The better question is whether it can take a new technical idea, explore the dependency stack, adapt it to real hardware constraints, instrument the result, debug its mistakes, and leave behind something another engineer can inspect and run.

This replication is a good example of that threshold being crossed.

What I would take away from this

I do not think the lesson is “replace RAG with giant context everywhere.”

I think the real lessons are:

1. Persistent KV state is becoming a usable systems primitive.
   It is not just an internal optimization anymore.
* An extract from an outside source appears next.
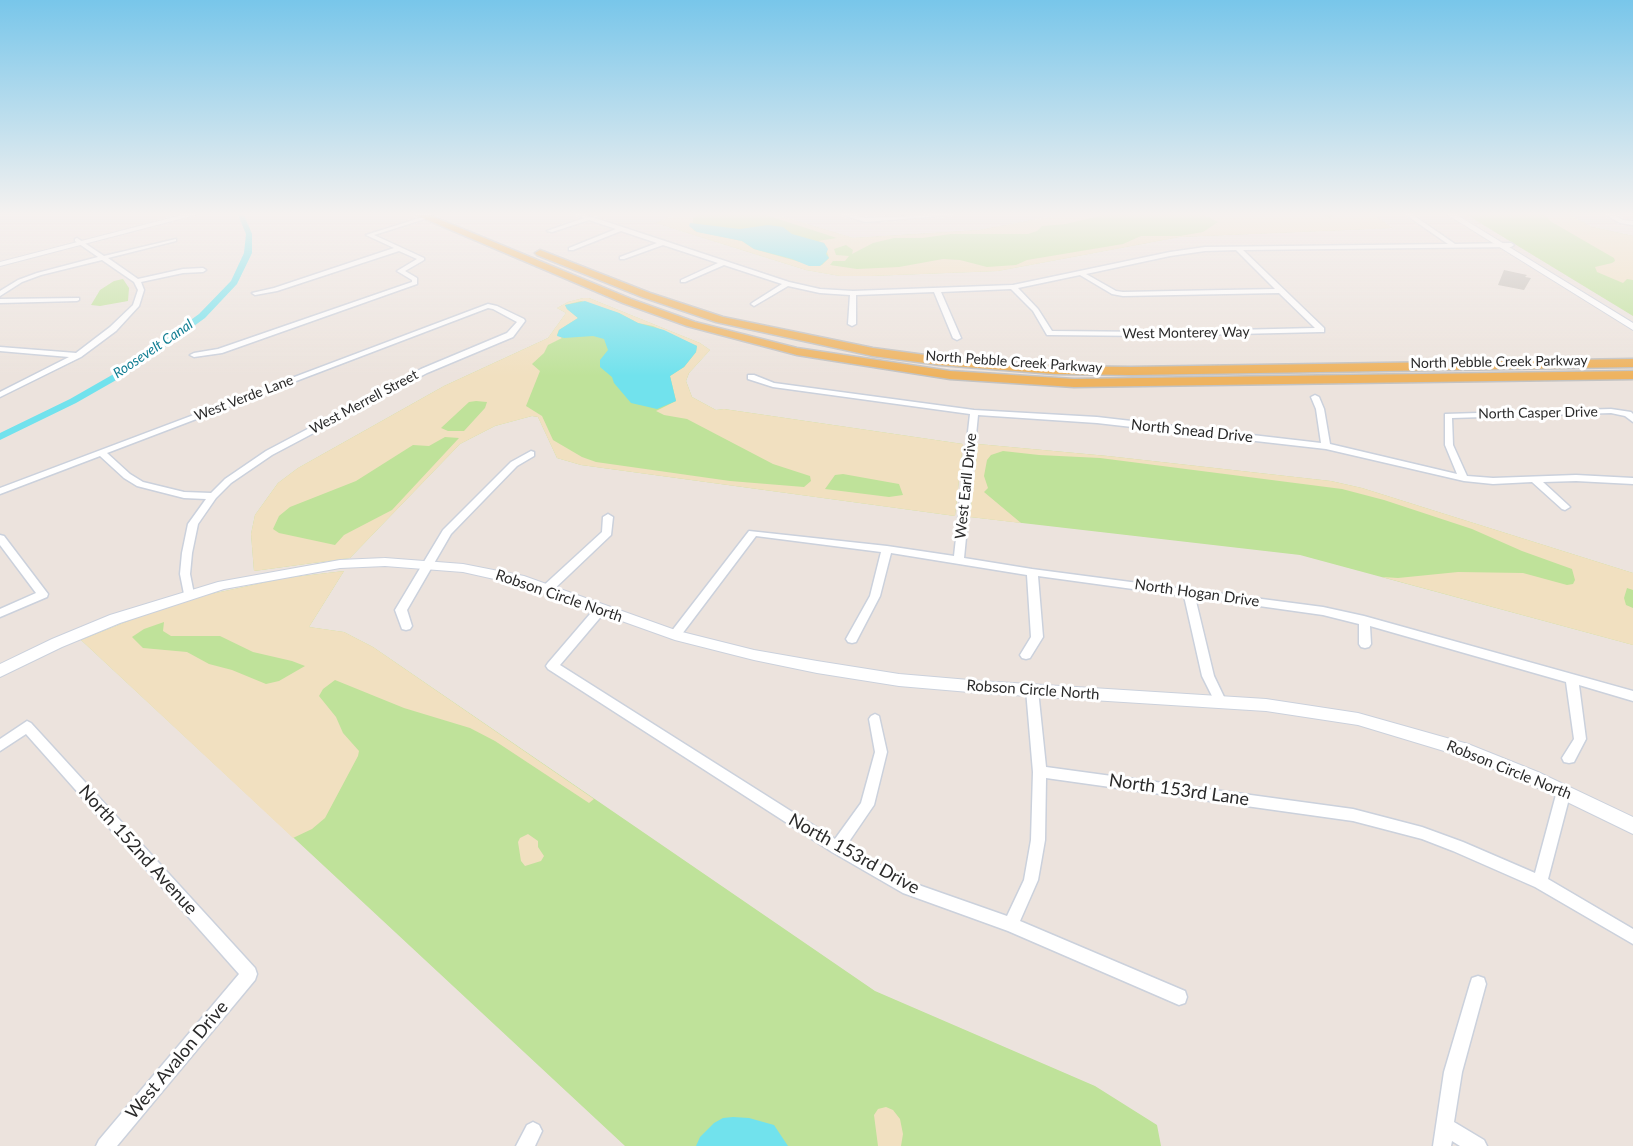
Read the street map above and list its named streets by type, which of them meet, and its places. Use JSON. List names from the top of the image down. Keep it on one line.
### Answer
{"streets":{"main road":["North Pebble Creek Parkway"],"street":["West Monterey Way","West Verde Lane","West Merrell Street","North Casper Drive","North Snead Drive","West Earll Drive","North Hogan Drive","Robson Circle North","North 153rd Lane","North 152nd Avenue","North 153rd Drive","West Avalon Drive"]},"crossings":[["West Verde Lane","West Merrell Street"],["West Merrell Street","Robson Circle North"],["North Casper Drive","North Snead Drive"],["North Snead Drive","West Earll Drive"],["West Earll Drive","North Hogan Drive"],["North Hogan Drive","Robson Circle North"],["Robson Circle North","North 153rd Drive"],["North 152nd Avenue","West Avalon Drive"]],"water":["Roosevelt Canal"]}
It can be treated as part of application architecture.

2. Long-context serving changes the shape of the stack.
   You can move work from retrieval infrastructure into model runtime, but only for some workloads.

3. The hard part is now quality, not just capacity.
   Getting 1M context to fit is impressive. Getting the model to attend well across that full range is the deeper challenge.

4. Autonomous agents are becoming useful for reproducing research systems.
   Not in a magical “push button, get product” sense. In a practical engineering sense where they can compress a lot of setup, debugging, and validation work into one session.

That last point is the reason we cared enough to run this experiment in the first place.

A lot of technical posts die as inspiration. They get bookmarked, maybe discussed, and then disappear.

This one turned into a runnable system in about 30 minutes.

That is a meaningful change in what an AI engineering agent can do.